▶ **AIM OF THE EXERCISE**
Give the data below again exactly as written, but without the pictures.
*** PROVIDED ENTRIES ***
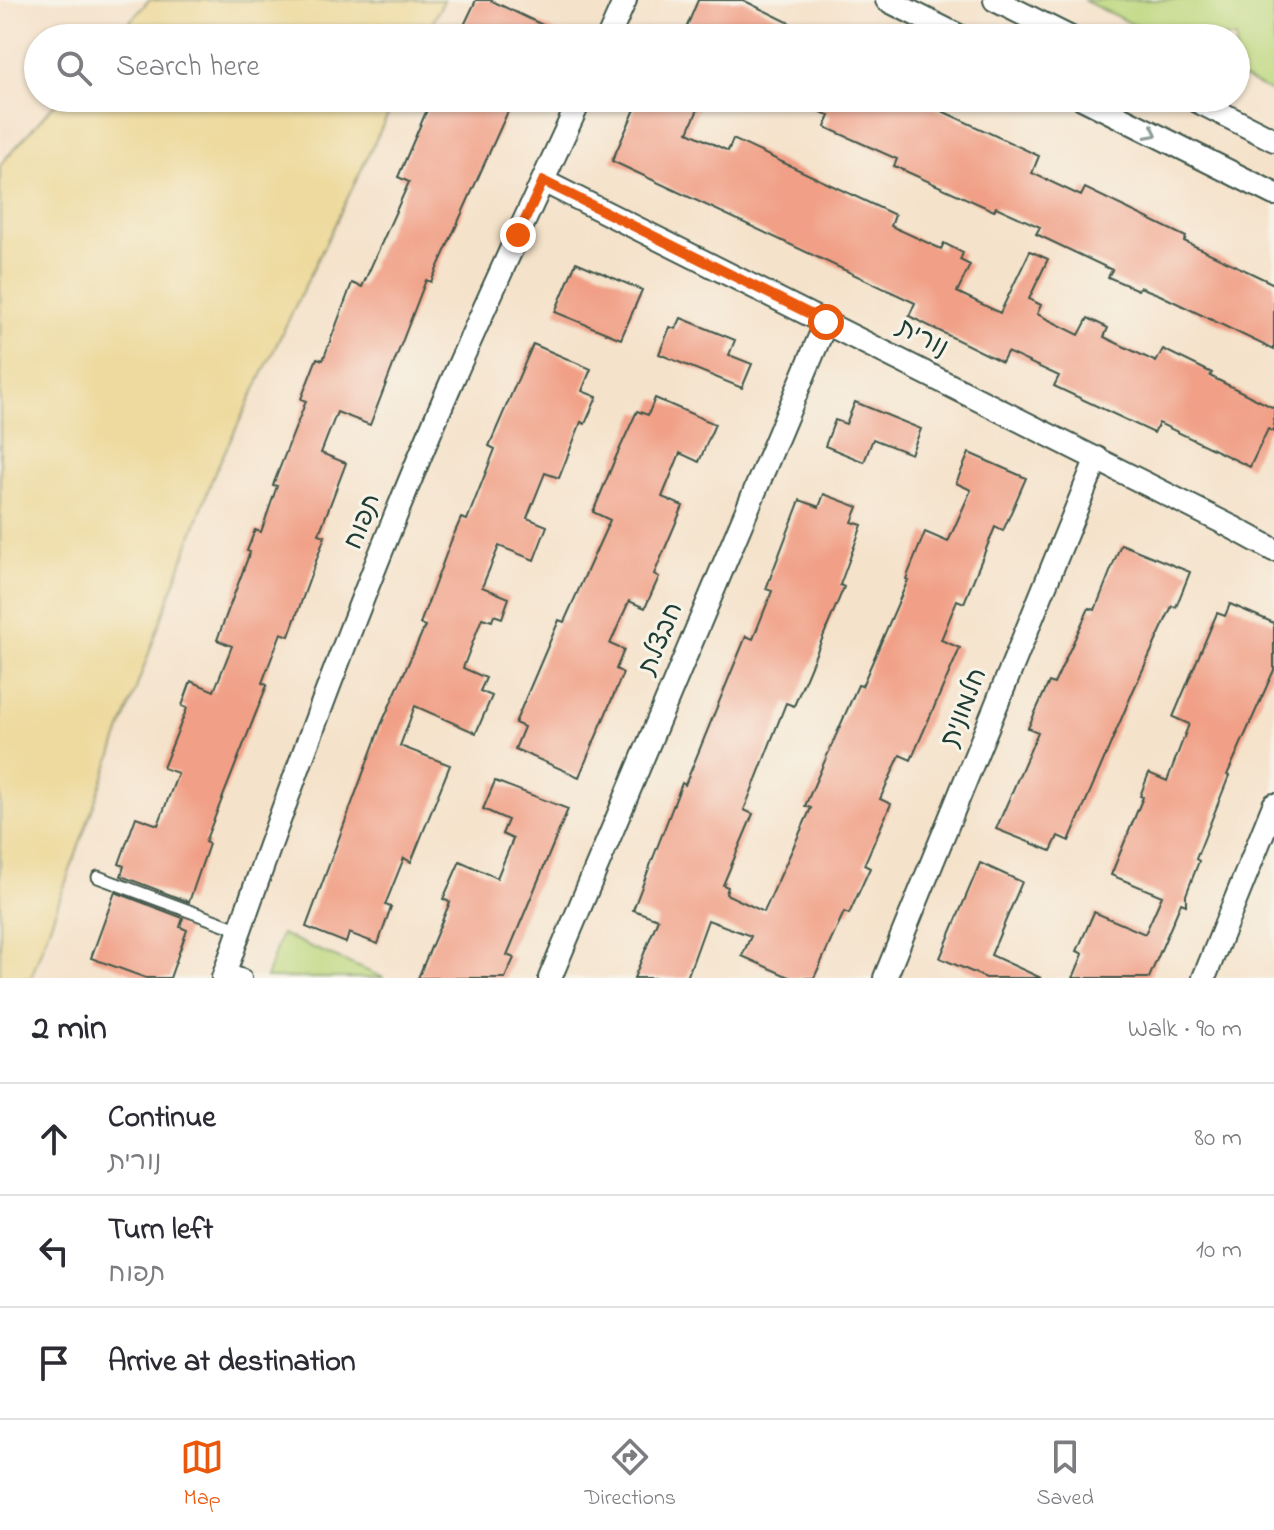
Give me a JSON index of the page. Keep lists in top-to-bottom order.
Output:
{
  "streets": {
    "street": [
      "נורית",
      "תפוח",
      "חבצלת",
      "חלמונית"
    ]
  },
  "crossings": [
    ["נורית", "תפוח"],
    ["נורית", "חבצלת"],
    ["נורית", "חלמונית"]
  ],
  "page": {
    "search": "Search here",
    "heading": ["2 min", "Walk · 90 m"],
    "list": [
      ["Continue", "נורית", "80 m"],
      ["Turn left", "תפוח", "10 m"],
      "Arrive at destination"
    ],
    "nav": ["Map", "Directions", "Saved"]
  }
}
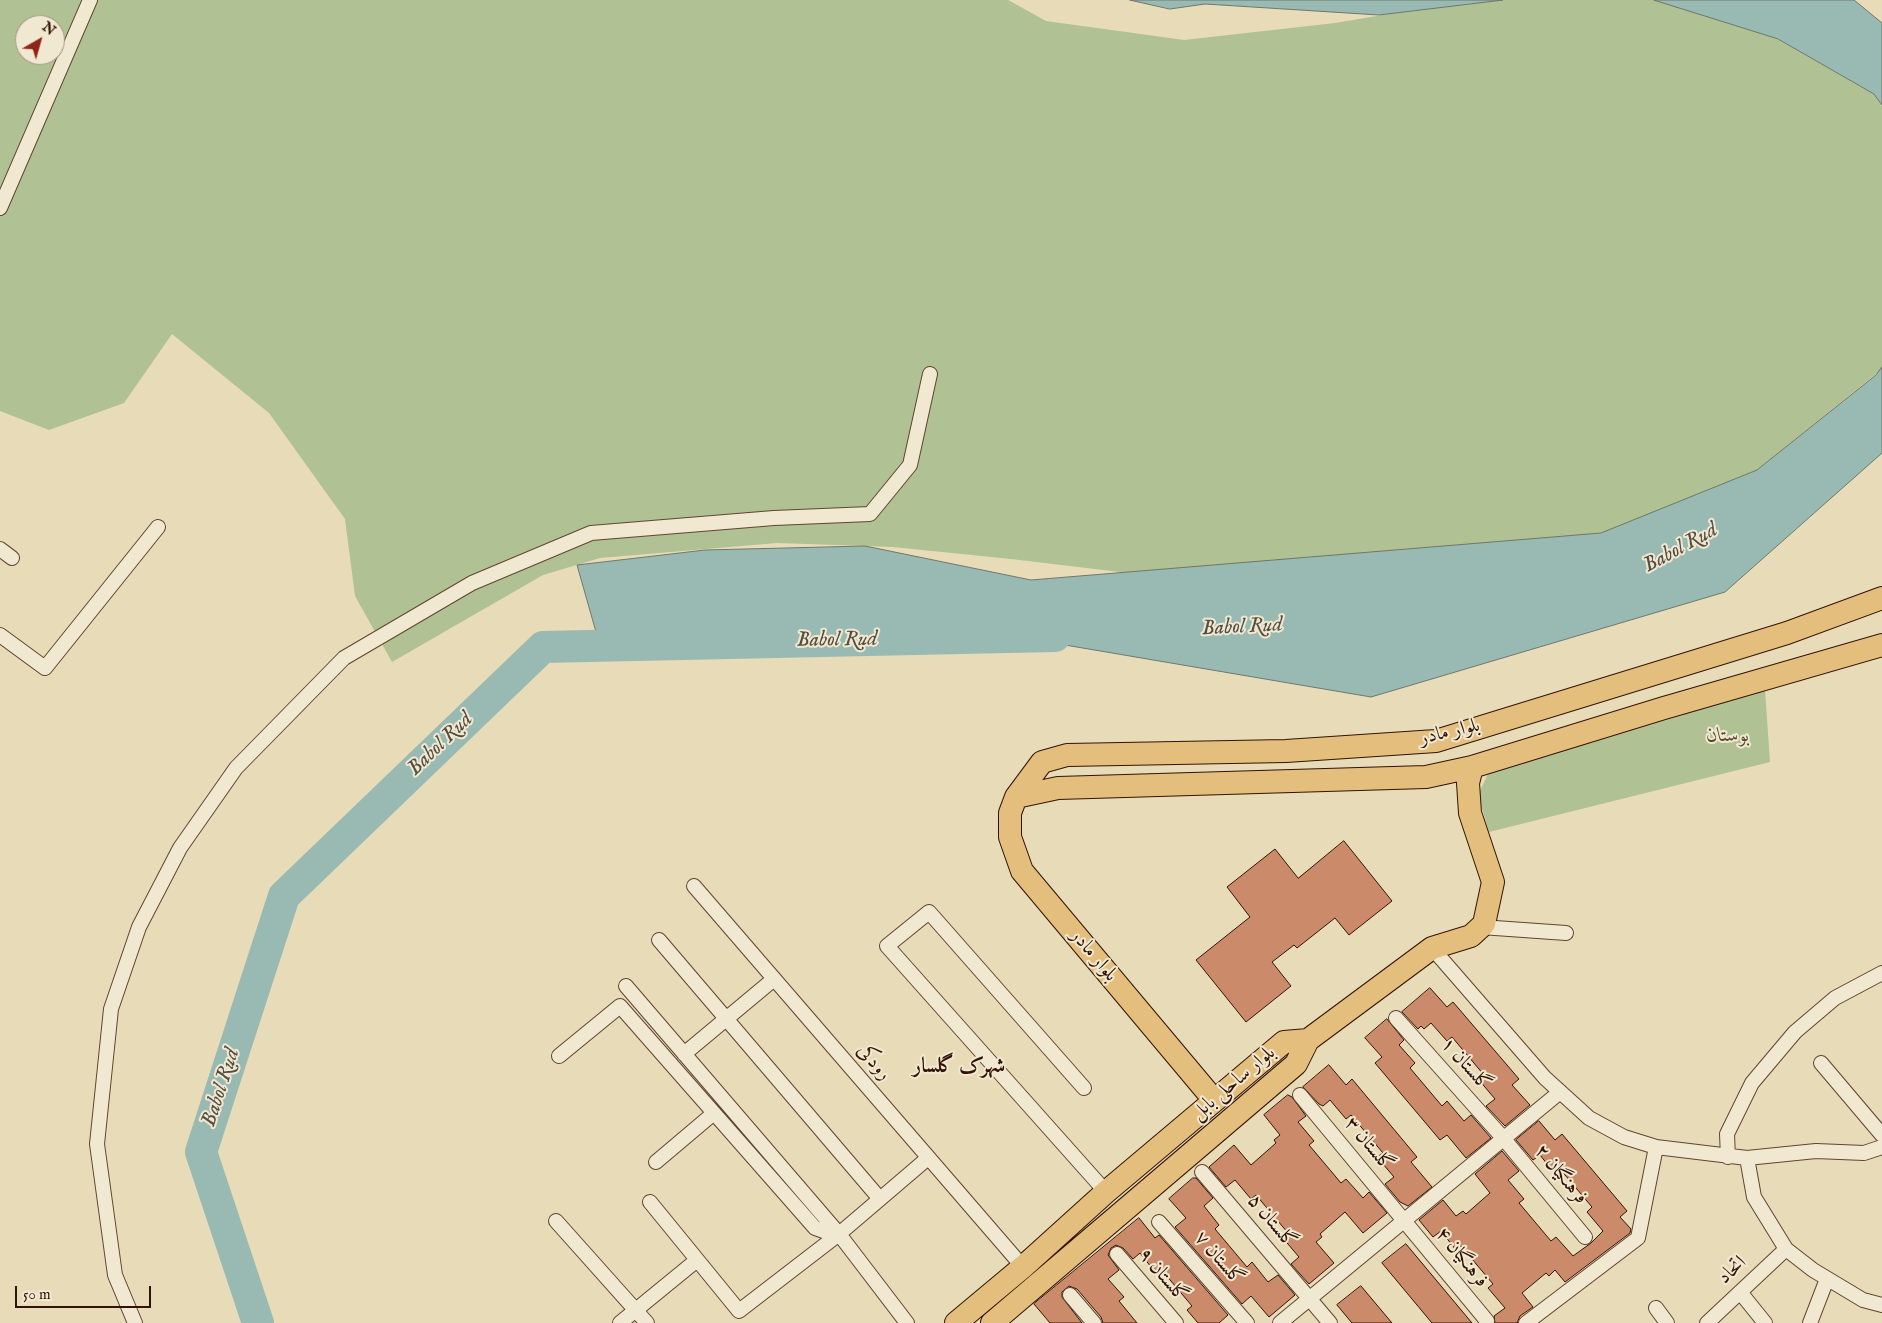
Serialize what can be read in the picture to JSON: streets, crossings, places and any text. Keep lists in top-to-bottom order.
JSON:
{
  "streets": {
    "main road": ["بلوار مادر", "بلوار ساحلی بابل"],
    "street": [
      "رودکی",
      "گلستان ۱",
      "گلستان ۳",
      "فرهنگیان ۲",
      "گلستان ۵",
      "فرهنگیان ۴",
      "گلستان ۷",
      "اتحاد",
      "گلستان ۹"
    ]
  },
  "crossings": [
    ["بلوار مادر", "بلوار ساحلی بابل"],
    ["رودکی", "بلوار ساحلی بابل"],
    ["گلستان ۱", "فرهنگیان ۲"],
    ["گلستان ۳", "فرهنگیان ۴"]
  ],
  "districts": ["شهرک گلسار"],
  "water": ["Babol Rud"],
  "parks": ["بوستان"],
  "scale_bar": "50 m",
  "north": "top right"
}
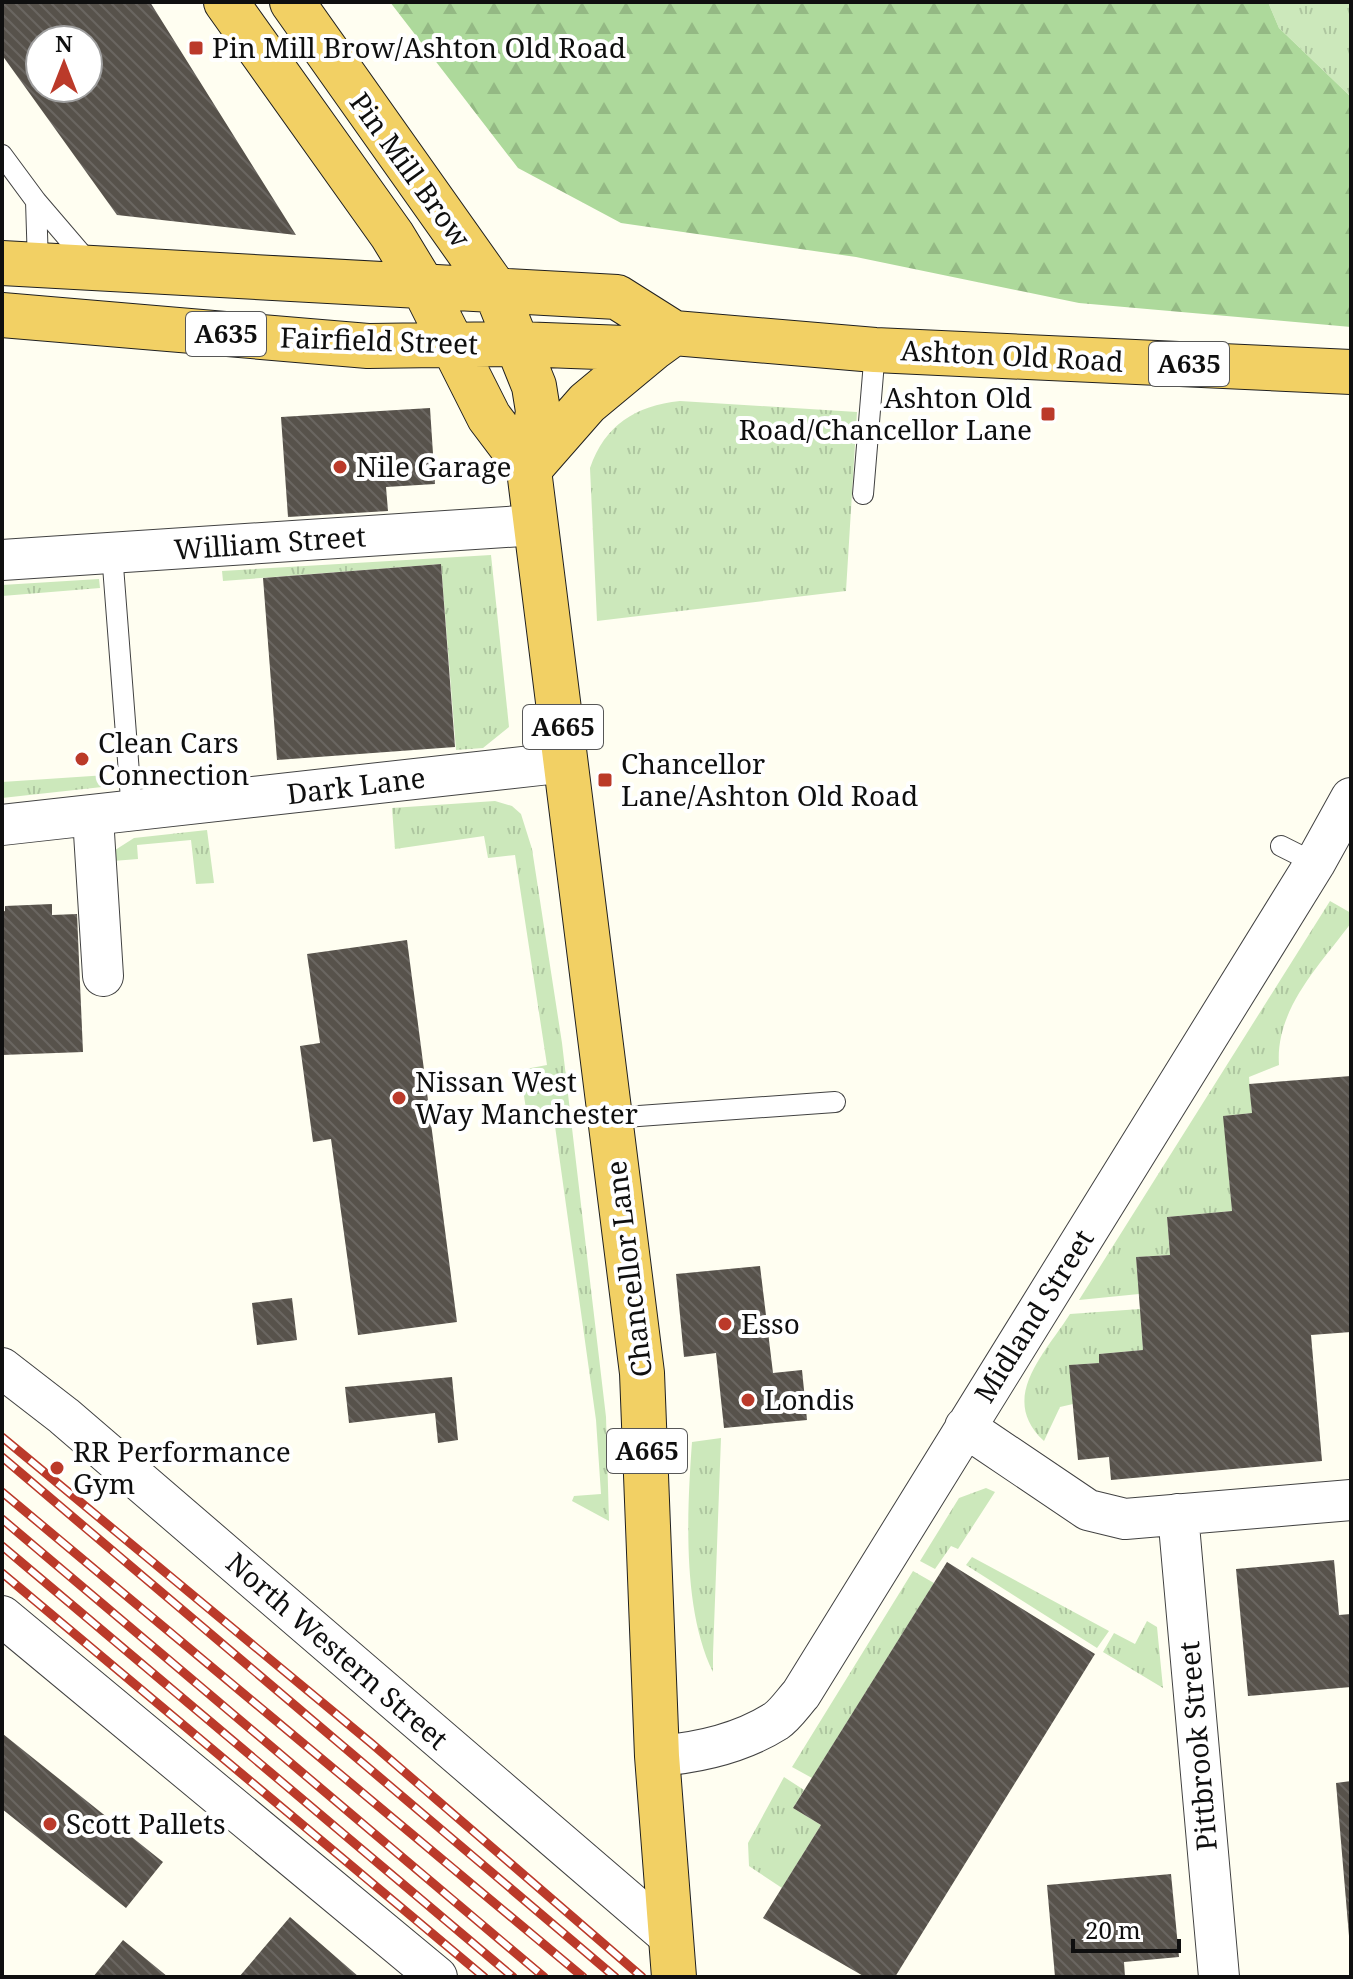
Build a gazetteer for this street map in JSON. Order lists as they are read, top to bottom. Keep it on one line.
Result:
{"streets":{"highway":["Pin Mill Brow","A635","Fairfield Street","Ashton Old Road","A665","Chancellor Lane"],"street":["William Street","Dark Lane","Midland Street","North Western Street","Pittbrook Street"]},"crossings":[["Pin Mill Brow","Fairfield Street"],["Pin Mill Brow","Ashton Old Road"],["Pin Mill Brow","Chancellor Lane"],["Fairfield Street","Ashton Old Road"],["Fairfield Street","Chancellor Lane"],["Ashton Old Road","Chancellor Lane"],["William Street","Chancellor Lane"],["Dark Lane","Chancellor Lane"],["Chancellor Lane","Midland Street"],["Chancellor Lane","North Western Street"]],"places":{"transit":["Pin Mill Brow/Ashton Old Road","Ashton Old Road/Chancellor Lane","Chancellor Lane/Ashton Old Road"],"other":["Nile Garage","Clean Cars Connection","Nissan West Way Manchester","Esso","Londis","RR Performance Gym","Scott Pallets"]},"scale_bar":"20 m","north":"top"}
*** End of PROVIDED ENTRIES ***
▶ **ANSWER FOR THIS EXERCISE**
Give me a JSON index of the page. Keep lists in top-to-bottom order.
Output:
{
  "streets": {
    "street": [
      "נורית",
      "תפוח",
      "חבצלת",
      "חלמונית"
    ]
  },
  "crossings": [
    ["נורית", "תפוח"],
    ["נורית", "חבצלת"],
    ["נורית", "חלמונית"]
  ],
  "page": {
    "search": "Search here",
    "heading": ["2 min", "Walk · 90 m"],
    "list": [
      ["Continue", "נורית", "80 m"],
      ["Turn left", "תפוח", "10 m"],
      "Arrive at destination"
    ],
    "nav": ["Map", "Directions", "Saved"]
  }
}
Serialize what can be read in the picture to JSON: streets, crossings, places and any text. Keep lists in top-to-bottom order.
JSON:
{
  "streets": {
    "main road": ["بلوار مادر", "بلوار ساحلی بابل"],
    "street": [
      "رودکی",
      "گلستان ۱",
      "گلستان ۳",
      "فرهنگیان ۲",
      "گلستان ۵",
      "فرهنگیان ۴",
      "گلستان ۷",
      "اتحاد",
      "گلستان ۹"
    ]
  },
  "crossings": [
    ["بلوار مادر", "بلوار ساحلی بابل"],
    ["رودکی", "بلوار ساحلی بابل"],
    ["گلستان ۱", "فرهنگیان ۲"],
    ["گلستان ۳", "فرهنگیان ۴"]
  ],
  "districts": ["شهرک گلسار"],
  "water": ["Babol Rud"],
  "parks": ["بوستان"],
  "scale_bar": "50 m",
  "north": "top right"
}
Build a gazetteer for this street map in JSON. Order lists as they are read, top to bottom. Keep it on one line.
Result:
{"streets":{"highway":["Pin Mill Brow","A635","Fairfield Street","Ashton Old Road","A665","Chancellor Lane"],"street":["William Street","Dark Lane","Midland Street","North Western Street","Pittbrook Street"]},"crossings":[["Pin Mill Brow","Fairfield Street"],["Pin Mill Brow","Ashton Old Road"],["Pin Mill Brow","Chancellor Lane"],["Fairfield Street","Ashton Old Road"],["Fairfield Street","Chancellor Lane"],["Ashton Old Road","Chancellor Lane"],["William Street","Chancellor Lane"],["Dark Lane","Chancellor Lane"],["Chancellor Lane","Midland Street"],["Chancellor Lane","North Western Street"]],"places":{"transit":["Pin Mill Brow/Ashton Old Road","Ashton Old Road/Chancellor Lane","Chancellor Lane/Ashton Old Road"],"other":["Nile Garage","Clean Cars Connection","Nissan West Way Manchester","Esso","Londis","RR Performance Gym","Scott Pallets"]},"scale_bar":"20 m","north":"top"}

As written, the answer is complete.